EXERCISE.
Write out word for word each line of the records, beginning at the first and stopping after the line with "display:block; font-size:26px; white-space:nowrap". Leave the pictures out.

TASK INPUTS.
# # # #

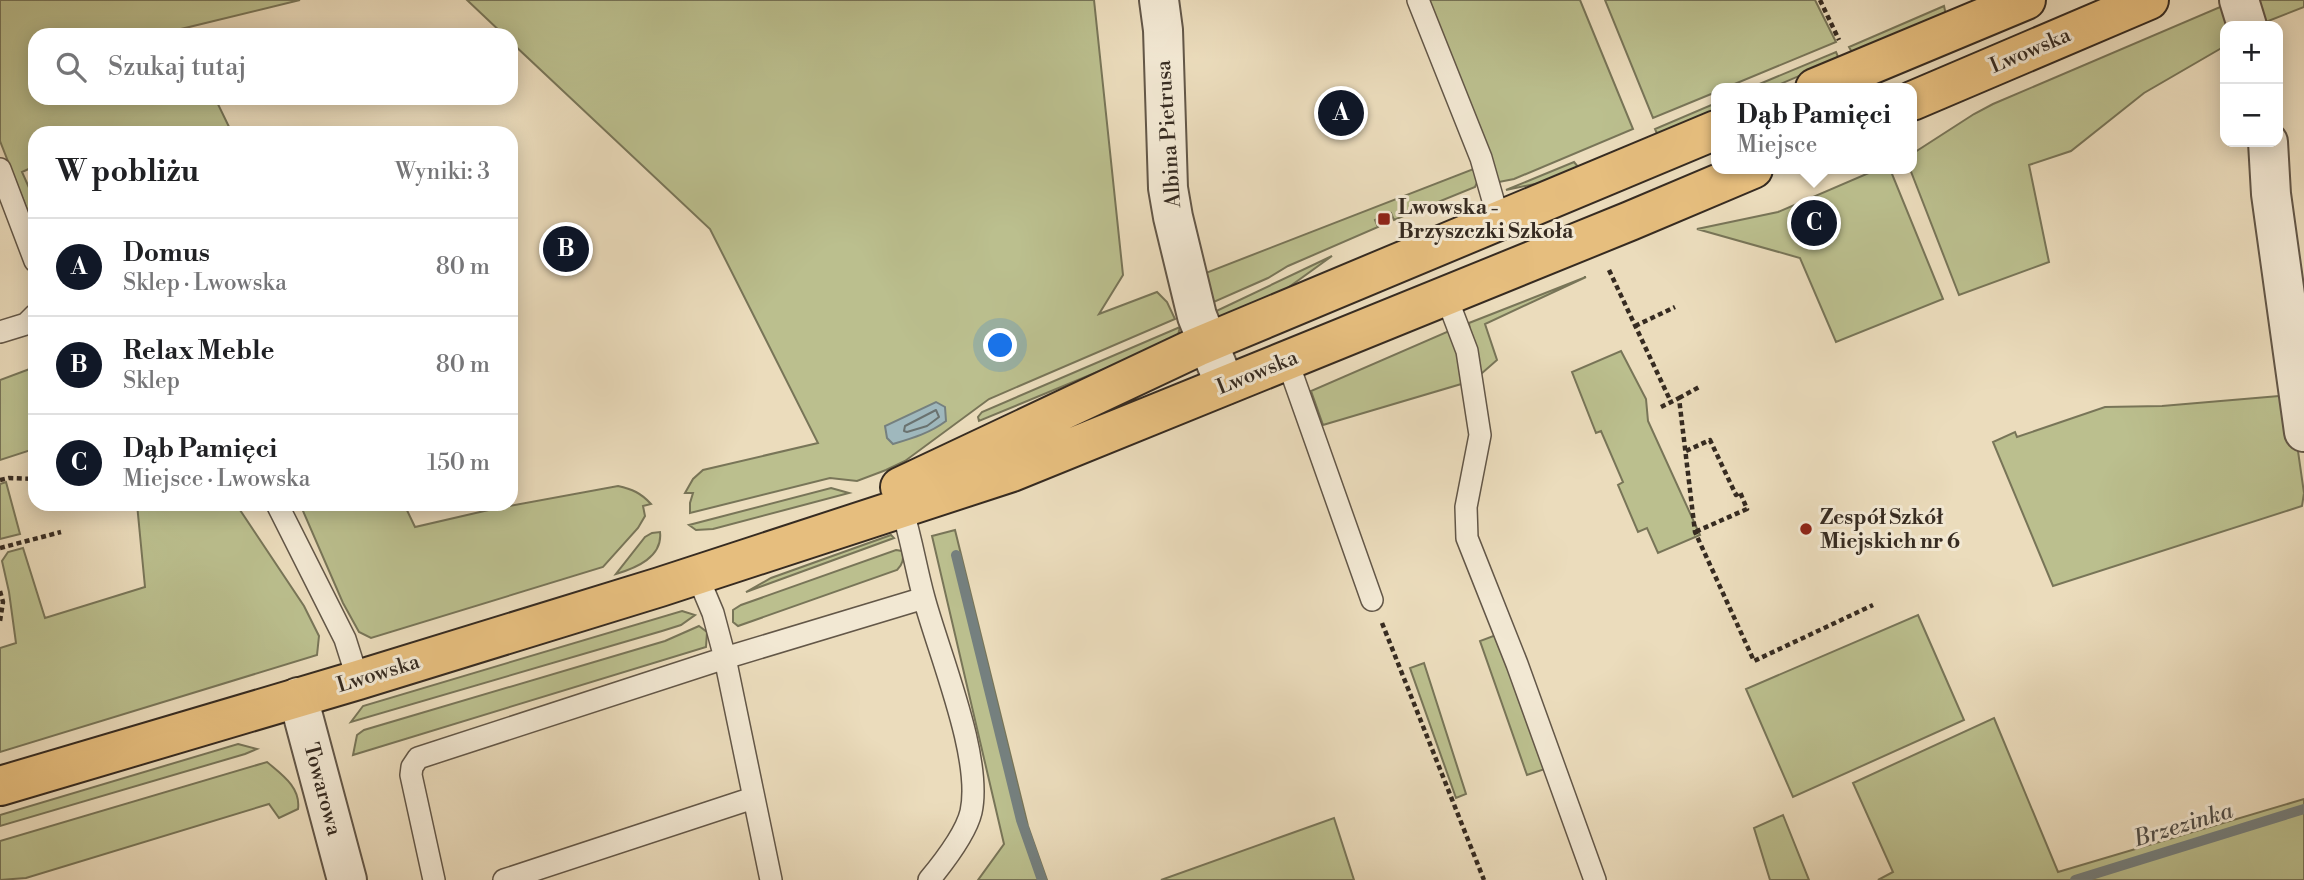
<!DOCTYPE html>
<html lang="pl">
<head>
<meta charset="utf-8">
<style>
	:root { --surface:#fff; --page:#f6f6f6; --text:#202124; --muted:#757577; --line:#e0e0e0; --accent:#111827 }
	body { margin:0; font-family:"Libre Bodoni",serif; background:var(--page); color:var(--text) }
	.controls { position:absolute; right:21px; top:21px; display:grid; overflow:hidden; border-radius:14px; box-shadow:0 4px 18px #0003 }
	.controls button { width:63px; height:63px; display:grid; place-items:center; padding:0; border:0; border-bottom:2px solid var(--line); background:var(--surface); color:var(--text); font:35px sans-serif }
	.you { position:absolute; left:1001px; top:346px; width:24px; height:24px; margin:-18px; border:5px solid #fff; border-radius:50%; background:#1a73e8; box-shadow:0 0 0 10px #1a73e833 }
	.badge { display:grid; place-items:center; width:46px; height:46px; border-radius:50%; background:var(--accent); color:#fff; font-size:23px; font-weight:700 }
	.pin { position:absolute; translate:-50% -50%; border:4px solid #fff; box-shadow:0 2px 7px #0006 }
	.popup { position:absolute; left:1711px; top:83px; width:206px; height:91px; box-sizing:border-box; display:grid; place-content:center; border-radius:14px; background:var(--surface); filter:drop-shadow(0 2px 5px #0005); font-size:23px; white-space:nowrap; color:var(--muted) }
	.popup b { font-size:26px; color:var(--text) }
	.popup::after { content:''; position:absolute; left:50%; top:100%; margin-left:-14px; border:14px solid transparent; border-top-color:var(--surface) }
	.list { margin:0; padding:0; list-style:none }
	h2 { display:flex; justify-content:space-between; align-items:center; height:91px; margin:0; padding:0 28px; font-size:30px }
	h2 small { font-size:23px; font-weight:400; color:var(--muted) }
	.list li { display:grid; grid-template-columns:46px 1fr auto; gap:21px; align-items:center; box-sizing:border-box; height:98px; padding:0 28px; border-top:2px solid var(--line) }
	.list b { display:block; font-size:26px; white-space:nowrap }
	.list p { margin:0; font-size:23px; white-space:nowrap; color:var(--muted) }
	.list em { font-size:23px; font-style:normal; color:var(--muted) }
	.icon { flex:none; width:38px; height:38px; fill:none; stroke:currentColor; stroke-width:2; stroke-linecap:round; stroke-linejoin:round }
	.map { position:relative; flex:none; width:2304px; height:880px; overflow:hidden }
	.search { position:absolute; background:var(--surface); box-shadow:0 4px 18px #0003; left:28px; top:28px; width:490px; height:77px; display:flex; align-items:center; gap:18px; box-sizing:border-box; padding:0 24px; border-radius:21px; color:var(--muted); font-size:26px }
	.panel { position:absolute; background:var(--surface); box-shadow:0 4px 18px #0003; left:28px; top:126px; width:490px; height:385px; border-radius:21px }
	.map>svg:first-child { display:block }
	.green { fill:#bbbf8e; stroke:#787558; stroke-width:2 }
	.water { fill:#9fb8bd; stroke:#75807f; stroke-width:2 }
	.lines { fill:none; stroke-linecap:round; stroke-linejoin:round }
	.shore { stroke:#6a726f; stroke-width:2 }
	.stream { stroke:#75807f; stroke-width:10 }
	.lane-casing { stroke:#635748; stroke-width:24 }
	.street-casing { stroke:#635748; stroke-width:42 }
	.primary-casing { stroke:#362b21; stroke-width:42 }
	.path { stroke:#362b21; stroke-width:4.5; stroke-dasharray:5 3.5; stroke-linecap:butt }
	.lane { stroke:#f2e8d3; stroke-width:21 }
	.street { stroke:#f2e8d3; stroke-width:38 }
	.primary { stroke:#e6be7e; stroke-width:38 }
	.poi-dot { fill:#8f2418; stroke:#f2e8d3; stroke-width:2.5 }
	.labels { text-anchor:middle; stroke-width:6; stroke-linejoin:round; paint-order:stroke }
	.street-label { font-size:21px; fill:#362b21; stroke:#f2e8d3 }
	.poi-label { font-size:21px; font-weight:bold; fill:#362b21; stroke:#f2e8d3; text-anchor:start }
	.water-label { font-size:23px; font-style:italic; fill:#504e48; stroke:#f2e8d3 }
</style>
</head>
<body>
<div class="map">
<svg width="2304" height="880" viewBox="0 0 2304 880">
	<rect width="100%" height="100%" fill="#ebdcbc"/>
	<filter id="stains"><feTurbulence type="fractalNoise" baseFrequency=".00286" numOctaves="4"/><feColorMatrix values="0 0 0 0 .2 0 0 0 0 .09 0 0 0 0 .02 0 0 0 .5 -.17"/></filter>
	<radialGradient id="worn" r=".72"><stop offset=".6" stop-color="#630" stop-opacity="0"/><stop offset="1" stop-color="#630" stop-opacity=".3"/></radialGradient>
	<path class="green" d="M0,0h300l-119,29 3,6h-149v63h180l17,35h-197v33l-13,6 13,29v29l-35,-89z
		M467,0h627l29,275 -24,39 58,-22 10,10 8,17 -186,80 -84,62 -19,9 -29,11 -27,-3 -140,35v-10l3,-10h-8l8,-14 10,-9 115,-27 -108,-214 -199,-187v-7h-7z
		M1425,0h155l53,129 -119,50 -15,3 -4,-2z
		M1605,0h210l21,42 -111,46h-9v4l-63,26z
		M2255,0h49v7l-46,18z
		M1944,6l2,9 -93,39 -4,-7z
		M2220,7l7,2 9,17h-11v20l-81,47 -73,58 -42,14 20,97 -90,33 -49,-126h2v-15l62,-40 19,-10z
		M1836,52l3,7 -68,29h-21z
		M1716,103v8l-58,25 -3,-7z
		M1574,162l5,6 -25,12 -48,10z
		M1476,168l3,10 -4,9 -81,33 -3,-7 -16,7 3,7 -90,39 -20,12 -61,27 -9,-29z
		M1878,169h12l53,130 -107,43 -36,-84 -103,-29 81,-17z
		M1332,256l-57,41 -61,25 -4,-8z
		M1586,277l-101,47 12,36 -16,14 -10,-35 -2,-16z
		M1180,327l-3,12 -198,82 -1,-4 4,-5z
		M1449,331l19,51 -145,43 -12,-34z
		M1621,351l25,48 2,22 52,114 -42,18 -11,-25 -9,4 -20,-47 5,-3 -22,-51 -5,2 -24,-61z
		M35,367v76l-4,7 -31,10v-80z
		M2290,395l14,98 -2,13 -249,80 -60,-144 22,-10 2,5 88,-30 57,-1z
		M6,482l14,52 -20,5v-55z
		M618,486c14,3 23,7 33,18l-8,2 2,10 -7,12 -35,39 -232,71 -12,-6 -16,-29 -43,-99h104l11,23 78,-18z
		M831,488l18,5 -136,36 -17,1 -7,-5z
		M137,504h99l68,102 15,30 -2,19 -317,97v-104l16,-5 -7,-51 -7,-31 6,-9 15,-4 22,70 100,-31z
		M955,530l73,296 19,54h-69l26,-36 -72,-308z
		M660,532c3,25 -24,36 -44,42l29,-37 7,-4z
		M891,535l3,3 -148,54 25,-14z
		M896,550l6,1c2,8 1,13 -5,19l-159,56 -5,-4v-12l8,-5z
		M682,611l13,4 -14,10 -19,6 -311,91 12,-16z
		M1918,615l46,105 -171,77 -47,-108z
		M699,626l8,6 -1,15 -353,108 4,-20 7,-5 301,-89z
		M1496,635l52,133 -21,7 -47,-134z
		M1424,663l42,131 -10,4 -46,-130z
		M1994,718l64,154 246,-73v81h-426l15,-8 -40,-89z
		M238,744l19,5 -12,5 -245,72v-11z
		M267,762c14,12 34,25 31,47l-19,9 -10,-14 -243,74 -26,2v-39z
		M1783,815l26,65h-39l-16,-52z
		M1334,818l20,62h-193z"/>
	<path class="water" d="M936,402l9,5 1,14c-16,12 -33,17 -53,23l-6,-6 -2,-12z"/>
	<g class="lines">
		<path class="shore" d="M936,410l3,7 -12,9 -20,6 -3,-1 1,-5z"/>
		<path class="stream" d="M956,555l65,265 21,60
			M2075,880l229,-71"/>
		<defs>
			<path id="lane" d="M1418,0l63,158 18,63
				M0,169l35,92
				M1446,296l21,55 13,84 -14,72 1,31 50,126 78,216
				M0,332l26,-8 9,-9
				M1287,360l85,240
				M899,499c11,32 16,66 25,99 15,56 59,160 47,214 -5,21 -28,51 -42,68
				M277,504l68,135 13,41
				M697,575l16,38 12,45 46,222
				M434,880l-23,-105 1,-8 6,-9 307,-100 199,-60
				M504,880l249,-82"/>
			<path id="street" d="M1159,0l4,30 5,158 5,29 24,99 28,69
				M2239,0l8,26
				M2268,142l3,52 33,238
				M298,697l49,183"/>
			<path id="primary" d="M1815,88l211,-88
				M1912,101l237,-101
				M900,487l297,-140 519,-217
				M0,786l358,-106 302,-93 352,-115 618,-251 123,-52"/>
		</defs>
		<use href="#lane" class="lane-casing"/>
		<use href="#street" class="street-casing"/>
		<use href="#primary" class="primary-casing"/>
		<path class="path" d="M1820,0l19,40
			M1609,270l62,132
			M1635,326l40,-19
			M1679,398l22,-12
			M1661,407l18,-9 16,134 59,129 119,-56
			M1686,451l24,-11 26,55 4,-3 7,17 -52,23
			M0,480l9,-2 26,1
			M0,548l61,-16
			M0,591l3,11 -3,19
			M1382,623l102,257"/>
		<use href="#lane" class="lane"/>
		<use href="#street" class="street"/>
		<use href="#primary" class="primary"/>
	</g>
	<g class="poi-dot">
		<rect x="1377" y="212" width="14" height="14" rx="3.5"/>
		<circle cx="1806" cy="529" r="7"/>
	</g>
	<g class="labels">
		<g class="street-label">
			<text transform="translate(2030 50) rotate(-23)" y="7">Lwowska</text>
			<text transform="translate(1168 134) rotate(-94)" y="7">Albina Pietrusa</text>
			<text transform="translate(1257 372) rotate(-22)" y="7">Lwowska</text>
			<text transform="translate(378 673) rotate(-17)" y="7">Lwowska</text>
			<text transform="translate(323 789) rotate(75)" y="7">Towarowa</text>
		</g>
		<g class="poi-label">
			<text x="1398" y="214">Lwowska -<tspan x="1398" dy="24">Brzyszczki Szkoła</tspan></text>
			<text x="1820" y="524">Zespół Szkół<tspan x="1820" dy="24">Miejskich nr 6</tspan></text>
		</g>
		<g class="water-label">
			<text transform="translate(2183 824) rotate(-17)" y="8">Brzezinka</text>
		</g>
	</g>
	<rect width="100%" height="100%" filter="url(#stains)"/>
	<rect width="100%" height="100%" fill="url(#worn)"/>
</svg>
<div class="controls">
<button>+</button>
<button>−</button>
</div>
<div class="you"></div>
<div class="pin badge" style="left:1341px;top:113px">A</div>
<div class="pin badge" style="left:566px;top:249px">B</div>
<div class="pin badge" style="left:1814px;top:223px">C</div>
<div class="popup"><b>Dąb Pamięci</b>Miejsce</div>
<div class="search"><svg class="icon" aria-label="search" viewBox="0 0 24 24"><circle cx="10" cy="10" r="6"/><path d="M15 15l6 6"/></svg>Szukaj tutaj</div>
<section class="panel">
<h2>W pobliżu<small>Wyniki: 3</small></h2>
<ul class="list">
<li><span class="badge">A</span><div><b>Domus</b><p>Sklep · Lwowska</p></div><em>80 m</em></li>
<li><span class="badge">B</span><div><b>Relax Meble</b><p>Sklep</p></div><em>80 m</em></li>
<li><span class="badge">C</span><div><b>Dąb Pamięci</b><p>Miejsce · Lwowska</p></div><em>150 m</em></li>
</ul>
</section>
</div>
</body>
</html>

# # # #

RESULT OF THE EXERCISE.
<!DOCTYPE html>
<html lang="pl">
<head>
<meta charset="utf-8">
<style>
	:root { --surface:#fff; --page:#f6f6f6; --text:#202124; --muted:#757577; --line:#e0e0e0; --accent:#111827 }
	body { margin:0; font-family:"Libre Bodoni",serif; background:var(--page); color:var(--text) }
	.controls { position:absolute; right:21px; top:21px; display:grid; overflow:hidden; border-radius:14px; box-shadow:0 4px 18px #0003 }
	.controls button { width:63px; height:63px; display:grid; place-items:center; padding:0; border:0; border-bottom:2px solid var(--line); background:var(--surface); color:var(--text); font:35px sans-serif }
	.you { position:absolute; left:1001px; top:346px; width:24px; height:24px; margin:-18px; border:5px solid #fff; border-radius:50%; background:#1a73e8; box-shadow:0 0 0 10px #1a73e833 }
	.badge { display:grid; place-items:center; width:46px; height:46px; border-radius:50%; background:var(--accent); color:#fff; font-size:23px; font-weight:700 }
	.pin { position:absolute; translate:-50% -50%; border:4px solid #fff; box-shadow:0 2px 7px #0006 }
	.popup { position:absolute; left:1711px; top:83px; width:206px; height:91px; box-sizing:border-box; display:grid; place-content:center; border-radius:14px; background:var(--surface); filter:drop-shadow(0 2px 5px #0005); font-size:23px; white-space:nowrap; color:var(--muted) }
	.popup b { font-size:26px; color:var(--text) }
	.popup::after { content:''; position:absolute; left:50%; top:100%; margin-left:-14px; border:14px solid transparent; border-top-color:var(--surface) }
	.list { margin:0; padding:0; list-style:none }
	h2 { display:flex; justify-content:space-between; align-items:center; height:91px; margin:0; padding:0 28px; font-size:30px }
	h2 small { font-size:23px; font-weight:400; color:var(--muted) }
	.list li { display:grid; grid-template-columns:46px 1fr auto; gap:21px; align-items:center; box-sizing:border-box; height:98px; padding:0 28px; border-top:2px solid var(--line) }
	.list b { display:block; font-size:26px; white-space:nowrap }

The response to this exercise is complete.